- Born: April 21, 1857 Worcester, Massachusetts, United States
- Died: February 22, 1924 (aged 66) New York City
- Education: Boston Latin School University of Marburg Yale University Columbia Law School
- Occupation: Lawyer
- Spouse: Laura Pugh Moxley
- Parent(s): Dwight Foster Henrietta Perkins Baldwin
- Relatives: Roger Sherman Baldwin, Roger Sherman

= Roger Sherman Baldwin Foster =

American lawyer

Roger Sherman Baldwin Foster (April 21, 1857 - February 22, 1924) was an American lawyer. He was instrumental in getting the charges against the Homestead Strike participants dropped.

==Early life and education==
Foster was born in Worcester, Massachusetts. He was the son of Dwight Foster and Henrietta Perkins Baldwin, daughter of Connecticut Governor and US Senator Roger Sherman Baldwin, and the great-great grandson of Roger Sherman.

He attended Boston Latin School and the University of Marburg (1873-1874). In 1878, he graduated from Yale University, where he was a member of Skull and Bones, Psi Upsilon fraternity, and Linonia.

In 1880, having studied law in the office of Henry E. Davies and at Columbia, he received his LL.B. from Columbia Law School, and was admitted to the bar. In 1883 he earned his M.A. from Yale.

==Career==
He began the practice of law in New York City in 1880. In 1888, he lectured at Yale on Federal Jurisprudence. He was appointed by Governor Flower to the Tenement House Commission in 1894.

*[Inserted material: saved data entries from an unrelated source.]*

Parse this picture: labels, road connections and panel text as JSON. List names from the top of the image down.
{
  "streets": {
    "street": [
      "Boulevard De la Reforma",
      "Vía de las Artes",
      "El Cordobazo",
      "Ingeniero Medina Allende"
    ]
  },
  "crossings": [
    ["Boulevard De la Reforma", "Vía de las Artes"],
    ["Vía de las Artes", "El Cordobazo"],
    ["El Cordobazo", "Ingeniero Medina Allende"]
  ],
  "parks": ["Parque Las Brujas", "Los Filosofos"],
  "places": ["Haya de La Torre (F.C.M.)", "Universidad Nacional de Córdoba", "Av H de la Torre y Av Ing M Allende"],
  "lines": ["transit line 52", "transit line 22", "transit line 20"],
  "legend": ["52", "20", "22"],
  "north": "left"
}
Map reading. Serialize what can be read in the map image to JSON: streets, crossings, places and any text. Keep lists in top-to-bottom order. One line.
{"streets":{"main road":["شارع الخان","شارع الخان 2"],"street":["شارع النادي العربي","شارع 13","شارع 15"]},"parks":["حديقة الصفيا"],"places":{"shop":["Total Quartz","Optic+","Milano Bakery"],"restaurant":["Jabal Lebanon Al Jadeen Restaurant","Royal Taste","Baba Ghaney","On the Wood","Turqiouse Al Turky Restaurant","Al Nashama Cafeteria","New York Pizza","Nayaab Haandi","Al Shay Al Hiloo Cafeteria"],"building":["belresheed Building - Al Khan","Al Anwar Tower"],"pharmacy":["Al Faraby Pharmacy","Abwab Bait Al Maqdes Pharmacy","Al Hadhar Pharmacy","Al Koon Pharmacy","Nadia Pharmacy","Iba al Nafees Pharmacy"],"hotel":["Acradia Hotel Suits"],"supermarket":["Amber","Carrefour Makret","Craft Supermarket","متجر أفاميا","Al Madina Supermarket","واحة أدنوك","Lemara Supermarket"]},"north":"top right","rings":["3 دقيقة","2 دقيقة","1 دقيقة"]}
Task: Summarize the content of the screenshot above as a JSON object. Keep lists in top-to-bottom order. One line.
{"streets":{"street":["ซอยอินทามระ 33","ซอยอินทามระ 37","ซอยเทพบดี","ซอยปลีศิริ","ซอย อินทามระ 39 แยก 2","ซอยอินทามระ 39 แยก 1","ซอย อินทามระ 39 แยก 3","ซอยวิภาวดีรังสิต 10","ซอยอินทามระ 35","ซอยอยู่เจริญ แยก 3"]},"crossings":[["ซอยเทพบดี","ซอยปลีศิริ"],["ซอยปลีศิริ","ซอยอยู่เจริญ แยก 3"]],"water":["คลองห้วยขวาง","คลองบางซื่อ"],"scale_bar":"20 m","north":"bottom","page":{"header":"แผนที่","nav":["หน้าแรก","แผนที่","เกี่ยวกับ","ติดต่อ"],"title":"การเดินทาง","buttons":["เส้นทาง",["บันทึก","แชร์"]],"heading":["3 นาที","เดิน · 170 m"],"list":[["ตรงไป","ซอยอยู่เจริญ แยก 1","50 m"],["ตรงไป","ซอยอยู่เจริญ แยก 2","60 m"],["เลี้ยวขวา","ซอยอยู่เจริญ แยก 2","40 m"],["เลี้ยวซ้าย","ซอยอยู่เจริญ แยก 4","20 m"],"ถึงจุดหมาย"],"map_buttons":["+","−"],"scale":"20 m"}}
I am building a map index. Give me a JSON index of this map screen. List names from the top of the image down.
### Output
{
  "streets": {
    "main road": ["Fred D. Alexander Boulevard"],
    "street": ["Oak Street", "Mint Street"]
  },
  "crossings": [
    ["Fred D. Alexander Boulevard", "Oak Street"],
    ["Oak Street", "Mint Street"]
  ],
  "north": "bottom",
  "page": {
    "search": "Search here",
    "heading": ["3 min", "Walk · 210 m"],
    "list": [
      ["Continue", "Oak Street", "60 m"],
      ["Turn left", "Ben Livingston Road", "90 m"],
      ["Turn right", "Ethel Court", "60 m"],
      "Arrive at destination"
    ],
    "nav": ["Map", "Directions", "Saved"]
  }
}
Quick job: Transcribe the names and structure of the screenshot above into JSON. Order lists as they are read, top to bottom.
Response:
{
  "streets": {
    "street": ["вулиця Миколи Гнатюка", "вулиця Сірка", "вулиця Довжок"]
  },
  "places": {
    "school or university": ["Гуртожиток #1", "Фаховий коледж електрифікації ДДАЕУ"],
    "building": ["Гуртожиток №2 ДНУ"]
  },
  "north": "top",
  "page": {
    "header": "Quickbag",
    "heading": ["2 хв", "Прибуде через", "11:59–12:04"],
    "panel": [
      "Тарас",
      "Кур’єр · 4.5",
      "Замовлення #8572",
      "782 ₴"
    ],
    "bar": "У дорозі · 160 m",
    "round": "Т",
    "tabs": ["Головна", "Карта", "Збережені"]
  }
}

He was the author of numerous legal pamphlets and treatises. An article he wrote for Albany Law Journal giving his opinion that there was no precedent for treason charges against Homestead Strike participants was instrumental in getting those charges dropped.

Foster died on February 22, 1924, and was buried in Kensico Cemetery.

==Family life==
Foster was married to Laura Pugh Moxley on 22 February 1921 in Plainfield, New Jersey. They had one daughter, Laura Alice.